Just as there’s more to Calvinism than the five points of Calvinism, so there’s more to the doctrines of grace than the doctrines of grace.  Or, to put it another way, there are many more doctrines of grace than just the five associated with the five points of Calvinism.

In fact, I would argue that every doctrine is a doctrine of grace; every truth of God is an expression and demonstration of the grace of God.

The doctrine of creation is a doctrine of grace. That God created the world is an act of sheer grace. The Westminster Confession of Faith puts it simply: “It pleased God” to create the world and everything in it (WCF 4.1). He didn’t need the world, He didn’t need us, and yet He made a world and He made us. And what a world He made, and what a humanity He made. The whole earth is full of His glory. Yes, but it is also full of His grace.

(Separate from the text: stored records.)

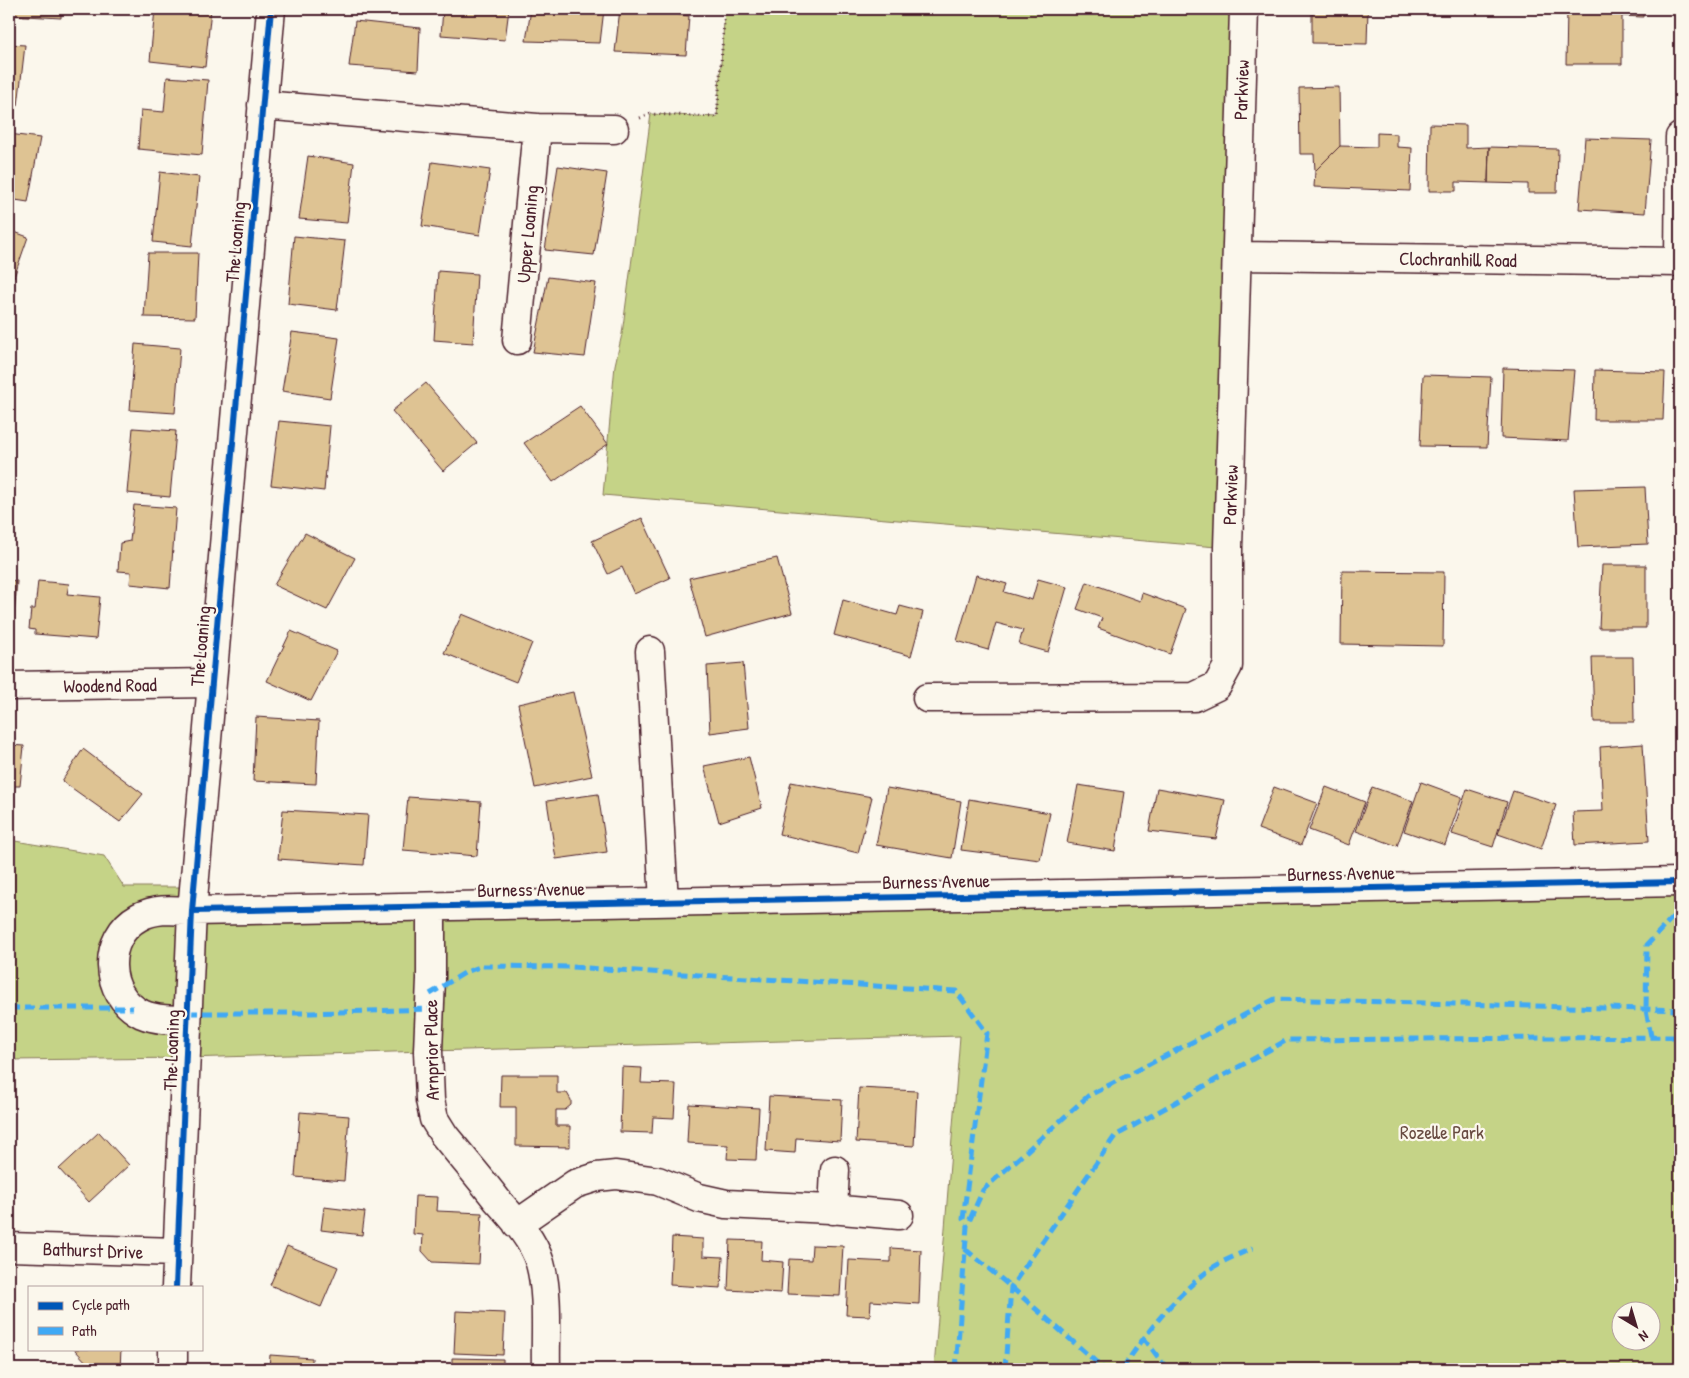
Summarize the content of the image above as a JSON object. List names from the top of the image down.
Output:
{
  "streets": {
    "street": [
      "Parkview",
      "Upper Loaning",
      "The Loaning",
      "Clochranhill Road",
      "Woodend Road",
      "Burness Avenue",
      "Arnprior Place",
      "Bathurst Drive"
    ]
  },
  "crossings": [
    ["Parkview", "Clochranhill Road"],
    ["The Loaning", "Woodend Road"],
    ["The Loaning", "Burness Avenue"],
    ["The Loaning", "Bathurst Drive"],
    ["Burness Avenue", "Arnprior Place"]
  ],
  "parks": ["Rozelle Park"],
  "legend": ["Cycle path", "Path"],
  "north": "bottom right"
}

The doctrine of providence is a doctrine of grace. God could have made everything and then walked away. But He didn’t, not even after sin entered into the world. God not only made the world but graciously sustains it, provides for it, and governs it, and all His creatures. He makes the sun to shine and the rain to fall on the righteous and the unrighteous. And He’s working all things together for the good of His people. Is that not a doctrine of grace?

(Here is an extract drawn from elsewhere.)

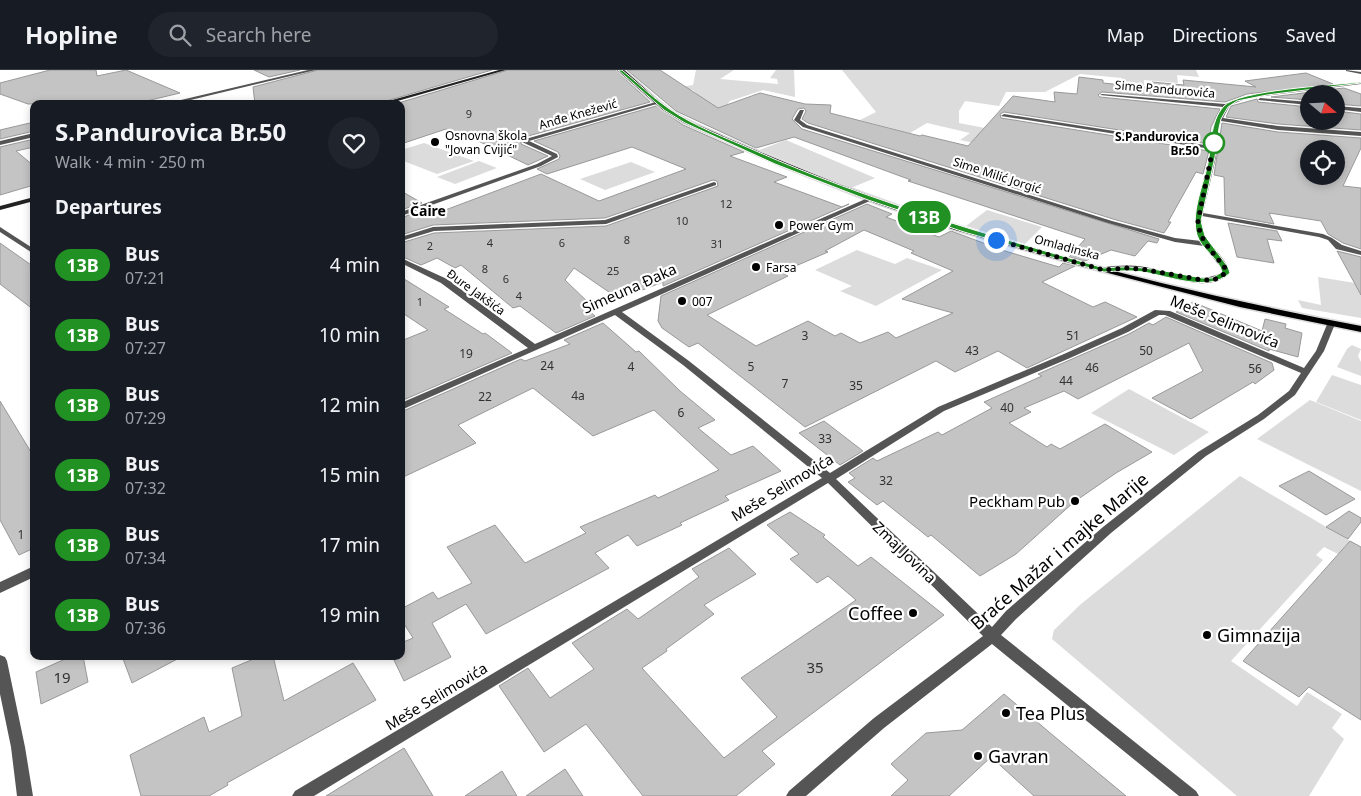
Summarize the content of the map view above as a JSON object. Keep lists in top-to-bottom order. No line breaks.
{"streets":{"main road":["Omladinska"],"street":["Sime Pandurovića","Anđe Knežević","Sime Milić Jorgić","Simeuna Đaka","Đure Jakšića","Meše Selimovića","Braće Mažar i majke Marije","Zmaj Jovina"]},"crossings":[["Sime Pandurovića","Sime Milić Jorgić"],["Sime Pandurovića","Omladinska"],["Anđe Knežević","Omladinska"],["Omladinska","Simeuna Đaka"],["Omladinska","Braće Mažar i majke Marije"],["Simeuna Đaka","Đure Jakšića"],["Simeuna Đaka","Zmaj Jovina"],["Meše Selimovića","Braće Mažar i majke Marije"],["Meše Selimovića","Zmaj Jovina"],["Braće Mažar i majke Marije","Zmaj Jovina"]],"districts":["Čaire"],"places":["Osnovna škola \"Jovan Cvijić\"","S.Pandurovica Br.50","Power Gym","Farsa","007","Peckham Pub","Coffee","Gimnazija","Tea Plus","Gavran"],"lines":["bus line 13B"],"house_numbers":["9","12","10","8","4","6","31","2","8","25","6","4","1","3","51","43","50","19","24","4","5","46","56","44","7","35","4a","22","40","6","33","32","1","35","19"],"north":"right","page":{"header":"Hopline","search":"Search here","nav":["Map","Directions","Saved"],"on_map":"13B","heading":[["S.Pandurovica Br.50","Walk · 4 min · 250 m"],"Departures"],"list":[{"mark":"13B","name":"Bus","note":"07:21","value":"4 min"},{"mark":"13B","name":"Bus","note":"07:27","value":"10 min"},{"mark":"13B","name":"Bus","note":"07:29","value":"12 min"},{"mark":"13B","name":"Bus","note":"07:32","value":"15 min"},{"mark":"13B","name":"Bus","note":"07:34","value":"17 min"},{"mark":"13B","name":"Bus","note":"07:36","value":"19 min"}]}}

The doctrine of revelation is a doctrine of grace. God has not only blessed us with general revelation but with special revelation. He could have hidden Himself and left us to grope in the dark. But, instead He has given us a full and sufficient a saving revelation of Himself in His inspired and inerrant Word. The Westminster Confession of Faith again traces it all back to “It pleased God…” (WCF 1.1).

I could go on and on: the grace of justification, the grace of adoption, the grace of sanctification, the grace of assurance, the grace of the sacraments, the grace of repentance, and so on. See how many doctrines of grace there are? And we haven’t yet touched the the doctrines of grace. There are way more doctrines of grace than the doctrines of grace.

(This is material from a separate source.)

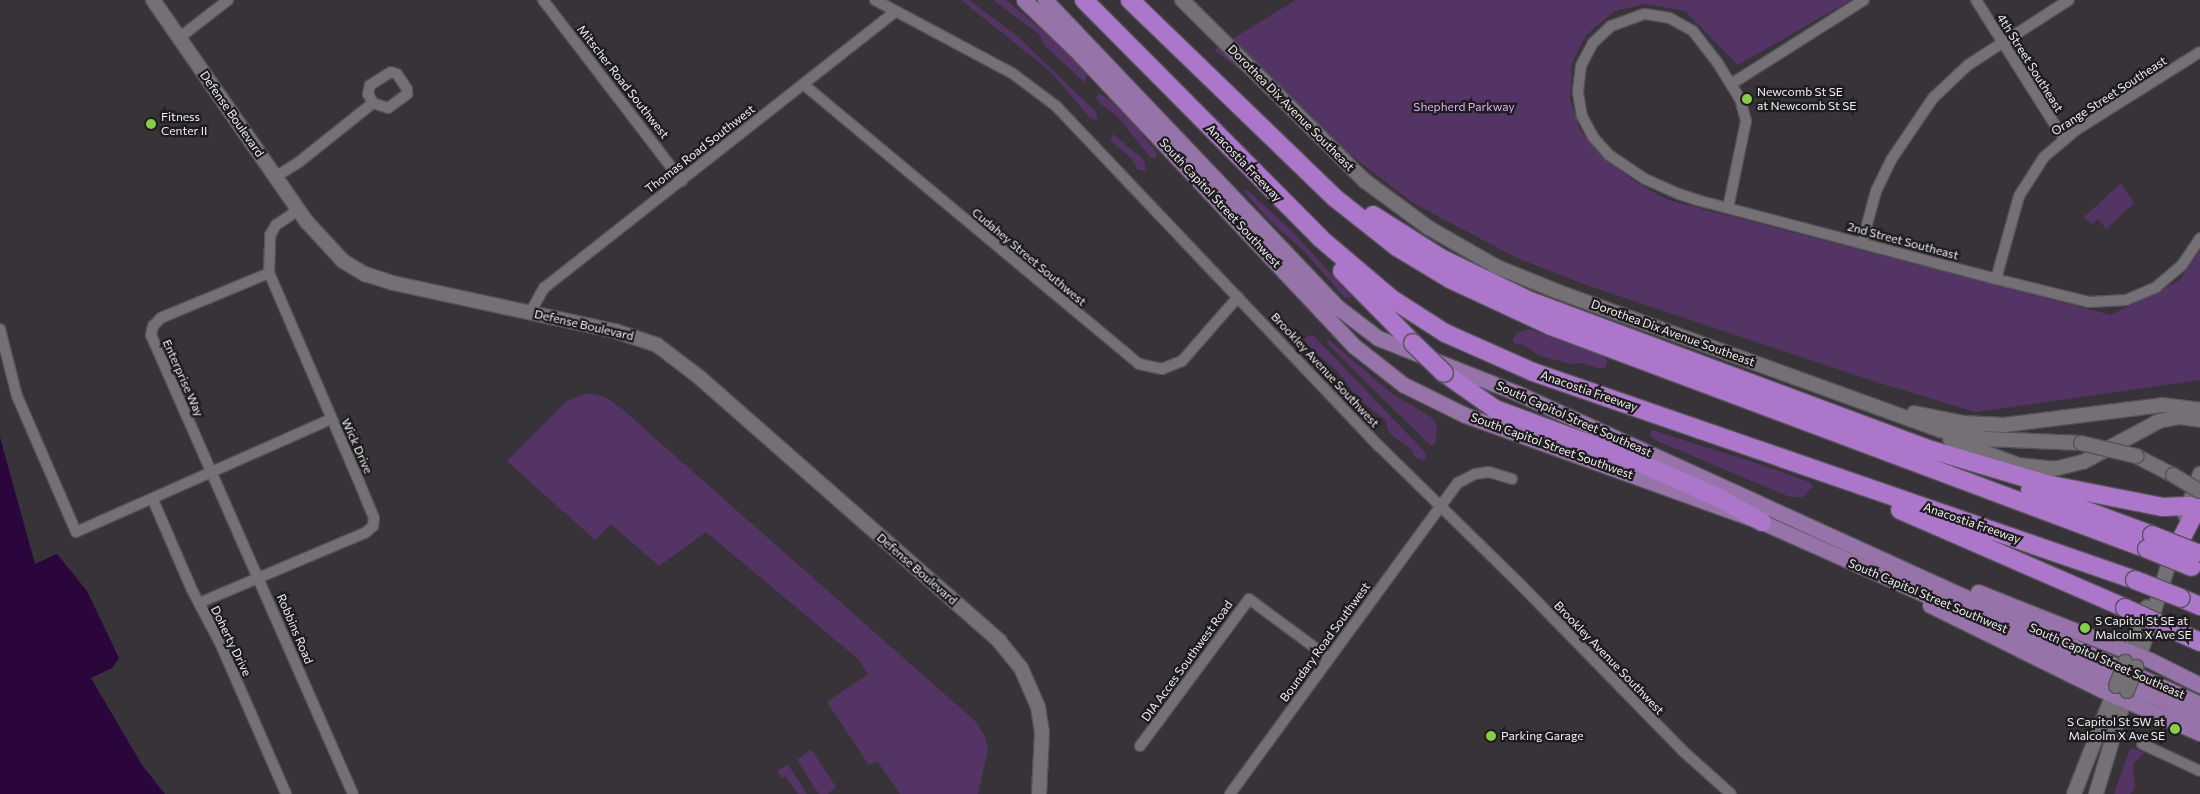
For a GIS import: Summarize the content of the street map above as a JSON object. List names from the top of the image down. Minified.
{"streets":{"highway":["Anacostia Freeway"],"main road":["Dorothea Dix Avenue Southeast","Defense Boulevard","South Capitol Street Southwest","South Capitol Street Southeast"],"street":["4th Street Southeast","Mitscher Road Southwest","Orange Street Southeast","Thomas Road Southwest","2nd Street Southeast","Cudahey Street Southwest","Brookley Avenue Southwest","Enterprise Way","Wick Drive","Robbins Road","Doherty Drive","Boundary Road Southwest","DIA Acces Southwest Road"]},"crossings":[["4th Street Southeast","Orange Street Southeast"],["Mitscher Road Southwest","Thomas Road Southwest"],["Orange Street Southeast","2nd Street Southeast"],["Defense Boulevard","Thomas Road Southwest"],["Defense Boulevard","Wick Drive"],["Thomas Road Southwest","Cudahey Street Southwest"],["Thomas Road Southwest","Brookley Avenue Southwest"],["Cudahey Street Southwest","Brookley Avenue Southwest"],["Brookley Avenue Southwest","Boundary Road Southwest"],["Enterprise Way","Wick Drive"],["Enterprise Way","Robbins Road"],["Wick Drive","Robbins Road"],["Wick Drive","Doherty Drive"],["Boundary Road Southwest","DIA Acces Southwest Road"]],"parks":["Shepherd Parkway"],"places":["Newcomb St SE at Newcomb St SE","Fitness Center II","S Capitol St SE at Malcolm X Ave SE","S Capitol St SW at Malcolm X Ave SE","Parking Garage"]}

  • Pingback: October 13, 2015 Christian Briefing Report | Truth2Freedom's Blog

  • lunbri

    Hi Dr. Murray, I love your “there’s more than” discussions so far!

    I’m curious about your use of grace here. I know there is debate post-Meredith Kline regarding grace only being “undeserved” or even “ill-deserved” favor, but I’m not trying to stir that pot (I’ve read with profit your review of Merit in Moses series).

    Creation is certainly an act of God’s goodness, undeserved kindness, voluntary condescension, etc., but is it grace in the sense that Jesus bought it for us in the atonement? Yes, God’s providence toward believers is gracious, but doesn’t God’s providence extend to reprobate as well? Is this where His common grace comes into play? The same questions apply to revelation; for the unbeliever, general and special revelation serve to bring condemnation, correct?

    So is there a way you are using grace here that highlights how it is received by the elect? Or maybe with regard to humanity pre-creation, in the decrees of the eternal God?

    Thanks in advance for any thoughts!

    • David Murray

      I’m not quite sure what you’re driving at. Can you clarify your questions a bit more, otherwise I think I may end up trying to answer what you’re not asking.

      • lunbri

        Yeah, no, that is fine Dr. Murray! It probably wasn’t the best worded question! Sorry about that. Thanks for your time and keep up the great writing.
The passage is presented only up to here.